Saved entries
------------------------------------------------------------

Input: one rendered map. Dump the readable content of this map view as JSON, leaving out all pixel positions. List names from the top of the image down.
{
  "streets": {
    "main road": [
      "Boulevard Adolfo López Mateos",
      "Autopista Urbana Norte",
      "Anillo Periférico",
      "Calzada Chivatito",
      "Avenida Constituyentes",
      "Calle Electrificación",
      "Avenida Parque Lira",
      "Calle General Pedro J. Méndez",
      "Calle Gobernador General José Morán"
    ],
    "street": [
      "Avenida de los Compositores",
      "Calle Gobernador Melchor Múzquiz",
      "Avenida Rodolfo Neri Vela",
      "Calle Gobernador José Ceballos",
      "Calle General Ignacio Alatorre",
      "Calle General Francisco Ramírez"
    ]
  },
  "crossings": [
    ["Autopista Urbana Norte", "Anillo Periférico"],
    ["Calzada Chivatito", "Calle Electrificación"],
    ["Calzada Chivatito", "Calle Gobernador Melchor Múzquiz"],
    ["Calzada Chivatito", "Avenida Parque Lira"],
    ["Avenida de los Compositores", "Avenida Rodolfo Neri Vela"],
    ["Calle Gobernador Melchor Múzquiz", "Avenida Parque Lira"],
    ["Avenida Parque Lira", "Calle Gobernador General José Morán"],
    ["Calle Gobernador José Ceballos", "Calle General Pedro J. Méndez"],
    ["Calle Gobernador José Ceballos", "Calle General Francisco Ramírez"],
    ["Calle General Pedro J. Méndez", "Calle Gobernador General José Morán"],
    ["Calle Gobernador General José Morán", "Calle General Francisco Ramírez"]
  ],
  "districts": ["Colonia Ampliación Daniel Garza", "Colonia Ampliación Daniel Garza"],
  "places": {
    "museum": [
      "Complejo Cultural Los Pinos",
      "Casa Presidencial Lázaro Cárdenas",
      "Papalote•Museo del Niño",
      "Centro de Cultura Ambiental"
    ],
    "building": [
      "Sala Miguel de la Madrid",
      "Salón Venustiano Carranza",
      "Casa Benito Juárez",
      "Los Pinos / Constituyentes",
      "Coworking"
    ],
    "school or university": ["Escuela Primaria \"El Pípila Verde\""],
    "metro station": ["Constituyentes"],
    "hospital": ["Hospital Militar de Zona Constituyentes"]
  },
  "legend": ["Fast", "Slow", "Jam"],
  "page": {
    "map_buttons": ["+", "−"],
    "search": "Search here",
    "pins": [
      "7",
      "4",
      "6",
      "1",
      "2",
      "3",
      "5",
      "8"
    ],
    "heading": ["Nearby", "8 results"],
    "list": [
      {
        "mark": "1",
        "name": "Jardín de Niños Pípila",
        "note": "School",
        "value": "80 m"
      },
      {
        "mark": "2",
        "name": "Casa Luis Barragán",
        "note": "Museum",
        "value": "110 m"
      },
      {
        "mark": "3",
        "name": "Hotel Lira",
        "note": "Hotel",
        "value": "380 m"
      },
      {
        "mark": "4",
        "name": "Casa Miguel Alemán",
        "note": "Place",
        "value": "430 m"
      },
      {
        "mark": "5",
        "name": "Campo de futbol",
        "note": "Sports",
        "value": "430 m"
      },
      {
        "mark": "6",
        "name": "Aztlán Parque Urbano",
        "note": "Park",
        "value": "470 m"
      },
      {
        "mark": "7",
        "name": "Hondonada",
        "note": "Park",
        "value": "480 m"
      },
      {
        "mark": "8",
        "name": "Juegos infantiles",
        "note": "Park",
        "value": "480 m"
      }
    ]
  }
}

------------------------------------------------------------

[Required work]: Repeat every entry exactly, leaving nothing out.

[Output of the exercise]:
Input: one rendered map. Dump the readable content of this map view as JSON, leaving out all pixel positions. List names from the top of the image down.
{
  "streets": {
    "main road": [
      "Boulevard Adolfo López Mateos",
      "Autopista Urbana Norte",
      "Anillo Periférico",
      "Calzada Chivatito",
      "Avenida Constituyentes",
      "Calle Electrificación",
      "Avenida Parque Lira",
      "Calle General Pedro J. Méndez",
      "Calle Gobernador General José Morán"
    ],
    "street": [
      "Avenida de los Compositores",
      "Calle Gobernador Melchor Múzquiz",
      "Avenida Rodolfo Neri Vela",
      "Calle Gobernador José Ceballos",
      "Calle General Ignacio Alatorre",
      "Calle General Francisco Ramírez"
    ]
  },
  "crossings": [
    ["Autopista Urbana Norte", "Anillo Periférico"],
    ["Calzada Chivatito", "Calle Electrificación"],
    ["Calzada Chivatito", "Calle Gobernador Melchor Múzquiz"],
    ["Calzada Chivatito", "Avenida Parque Lira"],
    ["Avenida de los Compositores", "Avenida Rodolfo Neri Vela"],
    ["Calle Gobernador Melchor Múzquiz", "Avenida Parque Lira"],
    ["Avenida Parque Lira", "Calle Gobernador General José Morán"],
    ["Calle Gobernador José Ceballos", "Calle General Pedro J. Méndez"],
    ["Calle Gobernador José Ceballos", "Calle General Francisco Ramírez"],
    ["Calle General Pedro J. Méndez", "Calle Gobernador General José Morán"],
    ["Calle Gobernador General José Morán", "Calle General Francisco Ramírez"]
  ],
  "districts": ["Colonia Ampliación Daniel Garza", "Colonia Ampliación Daniel Garza"],
  "places": {
    "museum": [
      "Complejo Cultural Los Pinos",
      "Casa Presidencial Lázaro Cárdenas",
      "Papalote•Museo del Niño",
      "Centro de Cultura Ambiental"
    ],
    "building": [
      "Sala Miguel de la Madrid",
      "Salón Venustiano Carranza",
      "Casa Benito Juárez",
      "Los Pinos / Constituyentes",
      "Coworking"
    ],
    "school or university": ["Escuela Primaria \"El Pípila Verde\""],
    "metro station": ["Constituyentes"],
    "hospital": ["Hospital Militar de Zona Constituyentes"]
  },
  "legend": ["Fast", "Slow", "Jam"],
  "page": {
    "map_buttons": ["+", "−"],
    "search": "Search here",
    "pins": [
      "7",
      "4",
      "6",
      "1",
      "2",
      "3",
      "5",
      "8"
    ],
    "heading": ["Nearby", "8 results"],
    "list": [
      {
        "mark": "1",
        "name": "Jardín de Niños Pípila",
        "note": "School",
        "value": "80 m"
      },
      {
        "mark": "2",
        "name": "Casa Luis Barragán",
        "note": "Museum",
        "value": "110 m"
      },
      {
        "mark": "3",
        "name": "Hotel Lira",
        "note": "Hotel",
        "value": "380 m"
      },
      {
        "mark": "4",
        "name": "Casa Miguel Alemán",
        "note": "Place",
        "value": "430 m"
      },
      {
        "mark": "5",
        "name": "Campo de futbol",
        "note": "Sports",
        "value": "430 m"
      },
      {
        "mark": "6",
        "name": "Aztlán Parque Urbano",
        "note": "Park",
        "value": "470 m"
      },
      {
        "mark": "7",
        "name": "Hondonada",
        "note": "Park",
        "value": "480 m"
      },
      {
        "mark": "8",
        "name": "Juegos infantiles",
        "note": "Park",
        "value": "480 m"
      }
    ]
  }
}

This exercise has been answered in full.